ЦБ начал вести список доменных имён официальных веб-сайтов банков 11 июня этого года, что на днях было замечено бдительными сотрудниками "Лаборатории Касперского". Сперва это начинание было встречено ими с одобрением, однако позднее они обнаружили, что на странице со списком банков используется потенциально опасный скрипт редиректа.

Ссылка на каждый сайт имеет вид "cbr.ru/credit/CoSiteRedirect.asp?ref=[адрес сайта]". Проблема в том, что в качестве параметра ref можно подставить любой адрес.
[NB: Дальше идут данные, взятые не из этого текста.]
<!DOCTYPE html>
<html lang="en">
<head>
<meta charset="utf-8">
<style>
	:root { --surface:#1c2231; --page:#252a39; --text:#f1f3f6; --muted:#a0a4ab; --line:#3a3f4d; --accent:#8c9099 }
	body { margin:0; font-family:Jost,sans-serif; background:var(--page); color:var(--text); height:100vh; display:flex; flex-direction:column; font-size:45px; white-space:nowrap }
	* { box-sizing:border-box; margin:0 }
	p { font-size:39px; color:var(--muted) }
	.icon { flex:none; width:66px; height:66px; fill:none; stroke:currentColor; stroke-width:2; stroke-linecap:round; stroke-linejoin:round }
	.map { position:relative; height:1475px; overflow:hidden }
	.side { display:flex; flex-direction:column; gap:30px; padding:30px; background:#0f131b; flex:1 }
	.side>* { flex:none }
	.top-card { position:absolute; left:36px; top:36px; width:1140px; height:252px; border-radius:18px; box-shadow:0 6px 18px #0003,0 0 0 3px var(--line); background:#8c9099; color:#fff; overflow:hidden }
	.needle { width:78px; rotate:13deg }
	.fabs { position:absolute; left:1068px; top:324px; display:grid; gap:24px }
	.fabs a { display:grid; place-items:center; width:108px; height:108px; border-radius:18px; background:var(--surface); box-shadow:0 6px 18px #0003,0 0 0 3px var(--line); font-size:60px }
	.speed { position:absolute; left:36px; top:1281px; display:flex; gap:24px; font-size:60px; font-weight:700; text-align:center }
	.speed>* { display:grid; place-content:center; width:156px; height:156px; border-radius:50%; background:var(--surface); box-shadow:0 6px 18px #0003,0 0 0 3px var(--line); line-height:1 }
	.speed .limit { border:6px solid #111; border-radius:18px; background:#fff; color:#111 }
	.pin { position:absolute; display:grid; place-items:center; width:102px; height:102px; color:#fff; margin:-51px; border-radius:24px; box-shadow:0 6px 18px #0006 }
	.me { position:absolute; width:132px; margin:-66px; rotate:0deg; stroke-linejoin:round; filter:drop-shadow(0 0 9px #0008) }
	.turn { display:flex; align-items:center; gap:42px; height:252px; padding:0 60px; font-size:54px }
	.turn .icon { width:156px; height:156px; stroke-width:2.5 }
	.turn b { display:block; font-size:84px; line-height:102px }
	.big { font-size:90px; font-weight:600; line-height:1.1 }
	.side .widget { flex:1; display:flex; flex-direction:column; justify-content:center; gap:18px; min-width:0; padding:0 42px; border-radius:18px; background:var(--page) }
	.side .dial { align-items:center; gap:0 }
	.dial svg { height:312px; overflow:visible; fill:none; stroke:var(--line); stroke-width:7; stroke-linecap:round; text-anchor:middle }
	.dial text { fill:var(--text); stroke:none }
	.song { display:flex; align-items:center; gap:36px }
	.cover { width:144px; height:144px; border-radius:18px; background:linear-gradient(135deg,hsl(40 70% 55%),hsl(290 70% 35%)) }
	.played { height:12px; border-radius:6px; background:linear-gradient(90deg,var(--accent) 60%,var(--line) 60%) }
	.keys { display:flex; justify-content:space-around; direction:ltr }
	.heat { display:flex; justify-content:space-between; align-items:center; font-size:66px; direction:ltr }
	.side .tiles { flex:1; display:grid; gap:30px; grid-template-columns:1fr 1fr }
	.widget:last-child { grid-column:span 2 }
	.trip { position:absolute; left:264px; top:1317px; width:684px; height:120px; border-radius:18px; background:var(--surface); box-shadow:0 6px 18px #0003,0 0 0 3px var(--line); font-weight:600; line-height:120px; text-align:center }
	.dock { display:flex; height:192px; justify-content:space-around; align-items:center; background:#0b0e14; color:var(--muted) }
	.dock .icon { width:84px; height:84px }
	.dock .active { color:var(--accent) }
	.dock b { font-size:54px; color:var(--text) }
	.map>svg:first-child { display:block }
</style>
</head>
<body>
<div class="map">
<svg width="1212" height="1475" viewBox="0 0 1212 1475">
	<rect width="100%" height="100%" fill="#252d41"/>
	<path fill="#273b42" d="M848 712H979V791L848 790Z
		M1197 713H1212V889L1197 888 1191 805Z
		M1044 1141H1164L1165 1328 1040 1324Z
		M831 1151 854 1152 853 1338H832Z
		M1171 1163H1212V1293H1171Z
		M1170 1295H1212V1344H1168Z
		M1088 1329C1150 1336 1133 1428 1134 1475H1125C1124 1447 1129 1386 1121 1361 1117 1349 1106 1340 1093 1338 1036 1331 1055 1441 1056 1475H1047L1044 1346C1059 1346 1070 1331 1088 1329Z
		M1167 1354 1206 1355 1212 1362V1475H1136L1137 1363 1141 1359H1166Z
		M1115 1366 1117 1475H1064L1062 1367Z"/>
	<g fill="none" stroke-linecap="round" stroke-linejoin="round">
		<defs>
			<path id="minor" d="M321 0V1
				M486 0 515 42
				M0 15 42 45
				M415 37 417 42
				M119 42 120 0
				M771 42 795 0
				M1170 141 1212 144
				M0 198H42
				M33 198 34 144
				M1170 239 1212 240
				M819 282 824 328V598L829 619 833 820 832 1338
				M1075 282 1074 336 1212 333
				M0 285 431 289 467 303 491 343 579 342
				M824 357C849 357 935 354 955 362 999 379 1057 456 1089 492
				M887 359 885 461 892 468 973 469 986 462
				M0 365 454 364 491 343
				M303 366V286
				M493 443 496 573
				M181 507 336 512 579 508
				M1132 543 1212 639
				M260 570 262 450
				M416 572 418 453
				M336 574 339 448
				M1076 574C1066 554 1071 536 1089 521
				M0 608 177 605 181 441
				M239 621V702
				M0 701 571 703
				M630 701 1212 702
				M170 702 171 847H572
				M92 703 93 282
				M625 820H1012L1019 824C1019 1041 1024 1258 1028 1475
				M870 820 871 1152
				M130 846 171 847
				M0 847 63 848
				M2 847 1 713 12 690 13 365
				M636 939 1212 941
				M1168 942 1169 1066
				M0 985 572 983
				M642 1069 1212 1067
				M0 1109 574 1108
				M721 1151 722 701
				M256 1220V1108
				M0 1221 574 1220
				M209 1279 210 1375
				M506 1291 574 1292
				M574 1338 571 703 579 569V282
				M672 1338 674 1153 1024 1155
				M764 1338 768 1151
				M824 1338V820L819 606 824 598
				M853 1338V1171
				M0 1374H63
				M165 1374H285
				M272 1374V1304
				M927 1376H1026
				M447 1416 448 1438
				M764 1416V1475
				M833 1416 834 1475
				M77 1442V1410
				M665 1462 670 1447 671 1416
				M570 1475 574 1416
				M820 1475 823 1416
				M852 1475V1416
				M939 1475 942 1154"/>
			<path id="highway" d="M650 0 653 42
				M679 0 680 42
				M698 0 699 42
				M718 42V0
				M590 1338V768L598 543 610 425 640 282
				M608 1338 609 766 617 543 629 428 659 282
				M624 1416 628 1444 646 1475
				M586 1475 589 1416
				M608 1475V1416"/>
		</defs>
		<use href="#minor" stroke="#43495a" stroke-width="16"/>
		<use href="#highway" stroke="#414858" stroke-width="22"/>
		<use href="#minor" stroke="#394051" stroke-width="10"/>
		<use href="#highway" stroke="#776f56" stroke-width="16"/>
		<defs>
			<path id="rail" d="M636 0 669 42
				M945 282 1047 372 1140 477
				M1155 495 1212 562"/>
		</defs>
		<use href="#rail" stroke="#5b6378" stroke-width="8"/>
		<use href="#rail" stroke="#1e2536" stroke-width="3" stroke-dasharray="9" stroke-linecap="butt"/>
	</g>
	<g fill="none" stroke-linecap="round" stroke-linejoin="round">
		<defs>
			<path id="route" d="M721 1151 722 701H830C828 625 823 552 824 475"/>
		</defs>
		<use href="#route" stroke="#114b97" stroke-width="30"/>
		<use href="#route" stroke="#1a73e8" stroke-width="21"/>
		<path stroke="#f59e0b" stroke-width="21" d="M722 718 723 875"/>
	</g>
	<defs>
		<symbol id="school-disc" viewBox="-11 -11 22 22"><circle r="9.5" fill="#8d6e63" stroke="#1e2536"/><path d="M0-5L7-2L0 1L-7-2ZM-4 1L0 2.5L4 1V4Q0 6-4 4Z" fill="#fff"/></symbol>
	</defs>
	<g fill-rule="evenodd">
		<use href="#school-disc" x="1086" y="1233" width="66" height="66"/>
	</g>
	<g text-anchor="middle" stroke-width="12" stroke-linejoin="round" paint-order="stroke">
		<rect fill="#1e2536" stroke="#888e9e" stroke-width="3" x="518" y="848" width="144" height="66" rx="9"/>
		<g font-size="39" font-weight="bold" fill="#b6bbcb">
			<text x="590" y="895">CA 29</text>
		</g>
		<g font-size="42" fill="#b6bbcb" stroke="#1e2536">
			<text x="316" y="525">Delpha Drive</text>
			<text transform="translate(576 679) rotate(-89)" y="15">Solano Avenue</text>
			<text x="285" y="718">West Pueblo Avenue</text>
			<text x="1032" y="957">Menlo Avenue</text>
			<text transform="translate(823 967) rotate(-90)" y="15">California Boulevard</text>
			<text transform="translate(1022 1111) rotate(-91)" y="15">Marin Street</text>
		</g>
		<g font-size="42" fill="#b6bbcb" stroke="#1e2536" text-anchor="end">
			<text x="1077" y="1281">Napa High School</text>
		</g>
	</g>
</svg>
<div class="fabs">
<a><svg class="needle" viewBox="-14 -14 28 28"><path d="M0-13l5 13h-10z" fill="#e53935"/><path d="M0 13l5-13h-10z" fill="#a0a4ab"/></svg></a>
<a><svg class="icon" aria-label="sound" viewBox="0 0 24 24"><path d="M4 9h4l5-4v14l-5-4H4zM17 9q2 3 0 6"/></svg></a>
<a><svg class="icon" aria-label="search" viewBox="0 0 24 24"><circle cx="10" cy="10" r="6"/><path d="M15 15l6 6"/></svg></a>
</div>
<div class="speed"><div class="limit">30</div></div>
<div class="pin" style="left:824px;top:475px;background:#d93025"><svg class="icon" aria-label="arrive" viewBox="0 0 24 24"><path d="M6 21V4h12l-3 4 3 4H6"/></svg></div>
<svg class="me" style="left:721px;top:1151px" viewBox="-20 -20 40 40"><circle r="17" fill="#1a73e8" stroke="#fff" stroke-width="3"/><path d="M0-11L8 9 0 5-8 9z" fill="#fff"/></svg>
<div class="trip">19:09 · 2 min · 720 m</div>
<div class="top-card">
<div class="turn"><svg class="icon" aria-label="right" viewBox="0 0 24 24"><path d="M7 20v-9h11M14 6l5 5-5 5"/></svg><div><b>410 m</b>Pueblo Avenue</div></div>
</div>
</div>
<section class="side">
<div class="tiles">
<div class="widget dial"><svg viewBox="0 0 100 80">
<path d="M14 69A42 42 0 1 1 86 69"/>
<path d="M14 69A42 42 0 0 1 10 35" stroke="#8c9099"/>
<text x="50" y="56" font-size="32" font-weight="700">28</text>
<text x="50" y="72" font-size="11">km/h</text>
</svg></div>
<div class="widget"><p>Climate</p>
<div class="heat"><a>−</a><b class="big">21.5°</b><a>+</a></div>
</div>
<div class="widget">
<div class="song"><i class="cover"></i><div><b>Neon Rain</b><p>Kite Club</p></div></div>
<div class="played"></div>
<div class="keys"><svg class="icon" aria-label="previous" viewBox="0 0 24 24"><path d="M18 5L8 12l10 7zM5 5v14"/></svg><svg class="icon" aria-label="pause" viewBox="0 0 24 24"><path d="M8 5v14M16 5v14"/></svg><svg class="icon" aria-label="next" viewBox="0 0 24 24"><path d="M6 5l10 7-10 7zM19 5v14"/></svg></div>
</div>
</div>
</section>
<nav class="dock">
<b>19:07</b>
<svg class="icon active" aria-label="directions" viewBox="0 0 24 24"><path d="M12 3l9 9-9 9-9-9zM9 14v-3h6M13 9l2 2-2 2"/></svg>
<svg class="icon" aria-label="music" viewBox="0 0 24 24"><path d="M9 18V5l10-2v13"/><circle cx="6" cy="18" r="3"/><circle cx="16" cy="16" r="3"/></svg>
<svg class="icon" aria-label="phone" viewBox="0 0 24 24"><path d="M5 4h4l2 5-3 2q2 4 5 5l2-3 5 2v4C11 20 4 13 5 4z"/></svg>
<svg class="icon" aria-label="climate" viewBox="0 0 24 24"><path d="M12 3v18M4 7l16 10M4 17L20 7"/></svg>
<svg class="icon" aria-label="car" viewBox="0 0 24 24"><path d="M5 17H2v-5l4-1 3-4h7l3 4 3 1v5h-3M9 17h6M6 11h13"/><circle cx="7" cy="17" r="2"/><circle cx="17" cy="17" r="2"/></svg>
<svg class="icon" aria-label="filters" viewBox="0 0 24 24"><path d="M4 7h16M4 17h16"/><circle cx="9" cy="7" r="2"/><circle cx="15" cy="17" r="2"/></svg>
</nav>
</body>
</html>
При этом посетителю будет продемонстрирована страница, предупреждающая его о том, что он покидает сайт Банка России, и содержащая прямую ссылку из параметра ref с подписью "Сайт кредитной организации".

"Скрипт не только не проверяет передаваемые параметры и способен переадресовывать на любой сайт, но еще и генерирует страницу, фактически подтверждающую "легальность" сайта на который идет переход! "Сайт кредитной организации", и это на сайте ЦентроБанка России! — поражается эксперт Александр Гостев в корпоративном блоге "Лаборатории Касперского". — Налицо серьезная уязвимость на сайте, которая может быть использована не только фишерами".

Буквально за день до этого Гостев приводил в качестве примера спам, рекламирующий так называемые "канадские таблетки". Ссылка, ведущая на сайт спамеров, была сформирована при помощи похожего скрипта перенаправления, использующегося в компании Sun, то есть начиналась со вполне легитимного "sun.com/".

"Ошибки в скриптах перенаправления, когда адрес конечной страницы не проверяется на стороне сервера, довольно распространены и представляют опасность для пользователей, — прокомментировал этот случай эксперт. — Ведь адрес может выглядеть довольно безобидно и указывать на сайт известной компании, а при переходе по такому адресу пользователю может открыться не только реклама медикаментов, но и страница с троянцем или набором exploit'ов".